[RECORDS FOR THIS TASK]

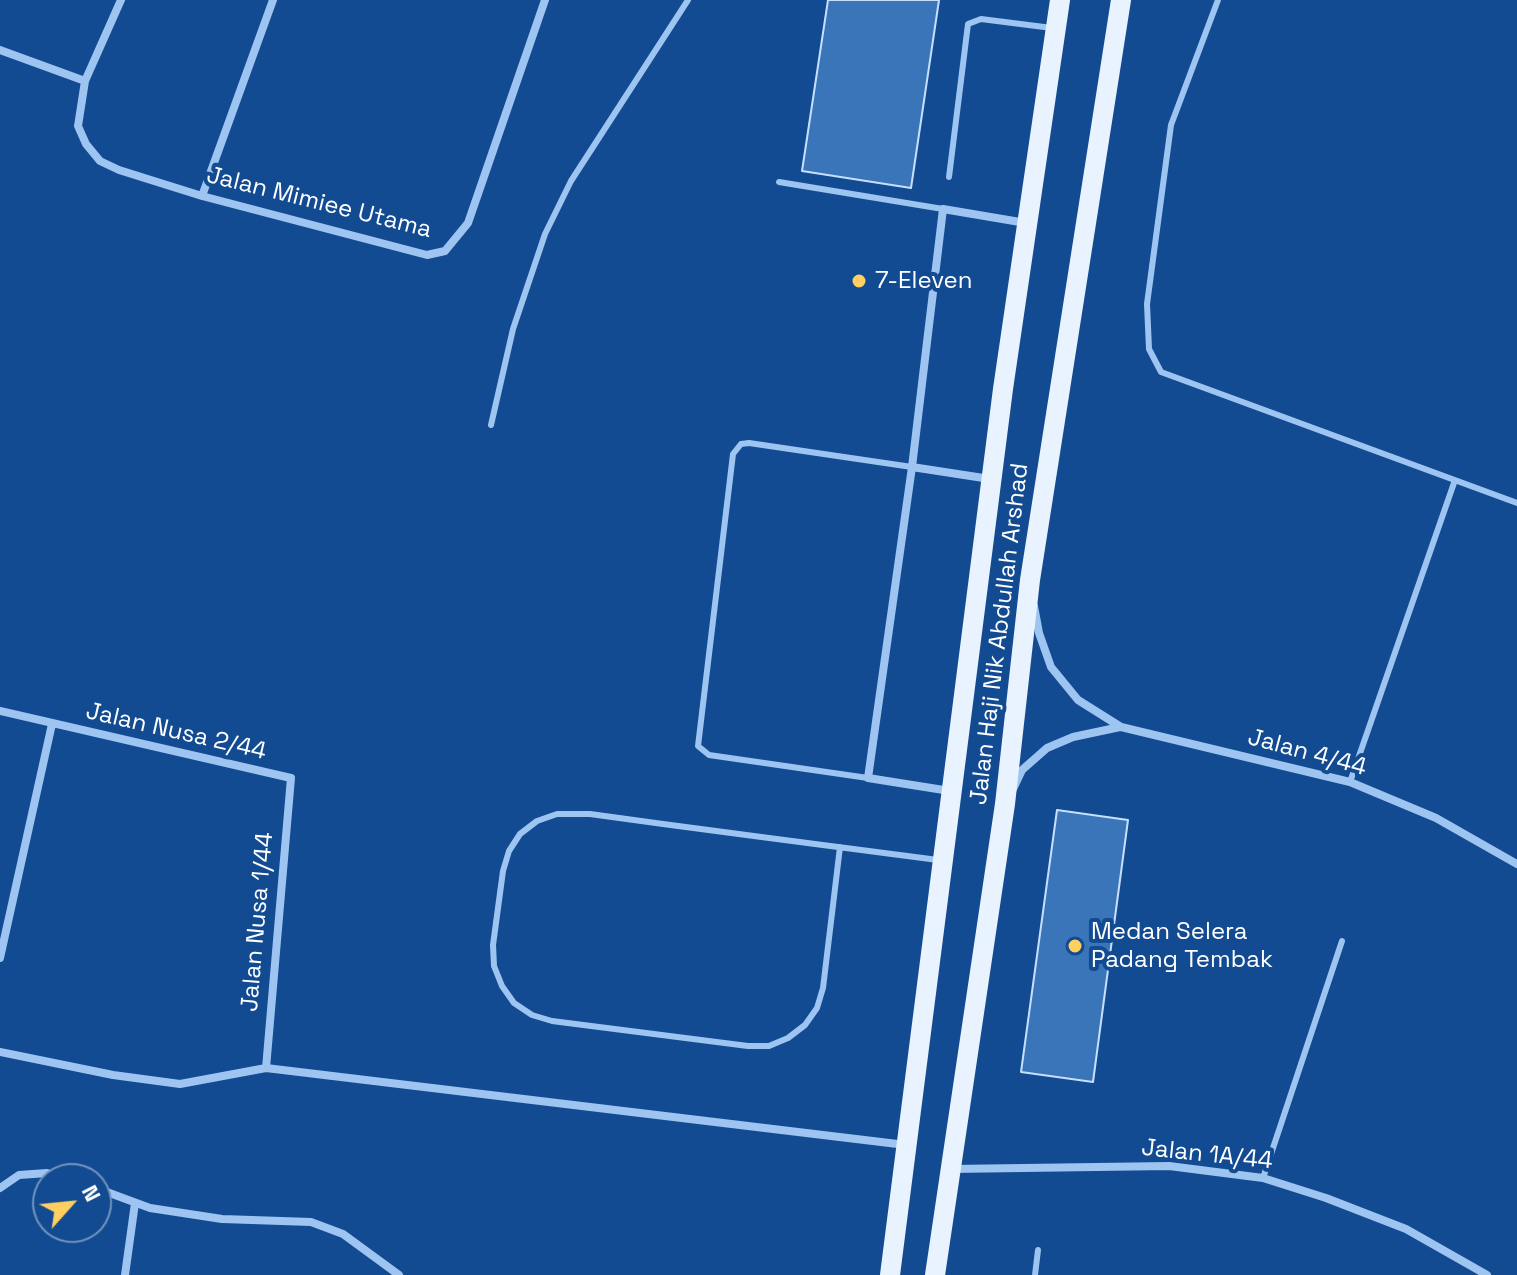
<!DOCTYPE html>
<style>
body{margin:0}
#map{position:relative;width:1517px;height:1275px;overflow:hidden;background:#124b91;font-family:"Space Grotesk",sans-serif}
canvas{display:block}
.north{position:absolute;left:32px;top:1163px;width:80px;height:80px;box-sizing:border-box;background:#124b91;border:2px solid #7193bd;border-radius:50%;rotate:63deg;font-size:22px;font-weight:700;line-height:32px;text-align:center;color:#fff}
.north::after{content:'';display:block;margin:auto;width:28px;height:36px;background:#ffcf5f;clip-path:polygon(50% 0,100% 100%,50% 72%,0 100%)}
</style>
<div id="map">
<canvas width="1517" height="1275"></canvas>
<div class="north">N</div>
</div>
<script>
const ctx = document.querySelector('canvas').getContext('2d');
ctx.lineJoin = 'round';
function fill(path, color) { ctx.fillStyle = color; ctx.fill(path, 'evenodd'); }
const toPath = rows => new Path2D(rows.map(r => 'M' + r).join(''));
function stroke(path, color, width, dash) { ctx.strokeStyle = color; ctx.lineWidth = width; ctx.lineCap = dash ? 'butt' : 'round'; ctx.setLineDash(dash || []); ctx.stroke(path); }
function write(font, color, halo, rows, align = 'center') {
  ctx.font = font + ' "Space Grotesk",sans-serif'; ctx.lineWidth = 8; ctx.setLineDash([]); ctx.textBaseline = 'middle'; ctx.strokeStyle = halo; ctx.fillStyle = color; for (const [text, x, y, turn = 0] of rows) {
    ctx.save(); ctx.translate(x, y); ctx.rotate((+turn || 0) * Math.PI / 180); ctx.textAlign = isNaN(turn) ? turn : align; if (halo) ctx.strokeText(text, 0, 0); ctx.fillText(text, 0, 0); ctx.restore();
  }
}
const building = toPath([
 [828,0,939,0,911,188,802,171,828,0],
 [1057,810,1128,820,1093,1082,1021,1072,1057,810]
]);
const lane = toPath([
 [1218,0,1171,125,1147,304,1149,349,1161,372,1517,503],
 [949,177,968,24,981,19,1052,28],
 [779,182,943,209],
 [491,425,513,329,545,234,571,181,688,0],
 [868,778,709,755,698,746,733,454,741,444,749,443,912,467],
 [1350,782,1455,480],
 [840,847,823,988,817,1008,805,1025,788,1038,769,1046,748,1046,552,1021,532,1015,514,1003,502,986,494,966,493,945,503,871,509,851,520,834,537,821,557,814,590,814,663,824,769,838,938,860],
 [1263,1178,1342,941],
 [1035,1275,1038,1250]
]);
const street = toPath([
 [121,0,85,81,78,126,86,144,100,161,119,170,202,196,427,255,445,251,468,223,545,0],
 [0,50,85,81],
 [202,196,273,0],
 [912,467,990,479],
 [1034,606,1039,633,1051,667,1078,700,1121,727,1350,782,1436,818,1517,864],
 [0,711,291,778,266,1068],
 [1013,789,1022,770,1047,748,1073,737,1120,727],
 [950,791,868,778,912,467,943,209,1026,223],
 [0,958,52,724],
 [0,1052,113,1075,180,1084,266,1068,906,1145],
 [950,1169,1169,1166,1263,1178,1326,1198,1406,1229,1487,1275],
 [0,1188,19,1175,47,1173,68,1179],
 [96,1188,150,1208,222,1219,311,1222,343,1234,399,1275],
 [125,1275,135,1203]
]);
const primary = toPath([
 [890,1275,1003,389,1060,0],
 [935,1275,1005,804,1030,580,1121,0]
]);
const markers = [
 [859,281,8,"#ffcf5f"],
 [1075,946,8,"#ffcf5f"]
];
const streetNames = [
 ["Jalan Mimiee Utama",319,203,14],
 ["Jalan Haji Nik Abdullah Arshad",1000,634,-83],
 ["Jalan Nusa 2/44",176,732,13],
 ["Jalan 4/44",1307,753,15],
 ["Jalan Nusa 1/44",258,922,-85],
 ["Jalan 1A/44",1207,1155,6]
];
const poiNames = [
 ["7-Eleven",875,281],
 ["Medan Selera",1091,932],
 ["Padang Tembak",1091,960]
];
fill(building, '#3a75ba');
stroke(building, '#c5dffd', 2);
stroke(lane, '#9ec5f2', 6);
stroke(street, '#9ec5f2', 8);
stroke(primary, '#e9f2ff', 20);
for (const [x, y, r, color] of markers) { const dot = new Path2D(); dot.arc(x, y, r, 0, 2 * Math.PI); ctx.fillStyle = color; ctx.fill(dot); stroke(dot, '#124b91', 3); }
write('24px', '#fff', '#124b91', streetNames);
write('24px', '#fff', '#124b91', poiNames, 'left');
</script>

[/RECORDS FOR THIS TASK]

EXERCISE INSTRUCTIONS
Please give an exact copy of the entries above, from the line with "const toPath = rows" down to the line with "function write(font, color, halo, rows, align", inclusive, and nothing else.

ANSWER TO THE PROBLEM
const toPath = rows => new Path2D(rows.map(r => 'M' + r).join(''));
function stroke(path, color, width, dash) { ctx.strokeStyle = color; ctx.lineWidth = width; ctx.lineCap = dash ? 'butt' : 'round'; ctx.setLineDash(dash || []); ctx.stroke(path); }
function write(font, color, halo, rows, align = 'center') {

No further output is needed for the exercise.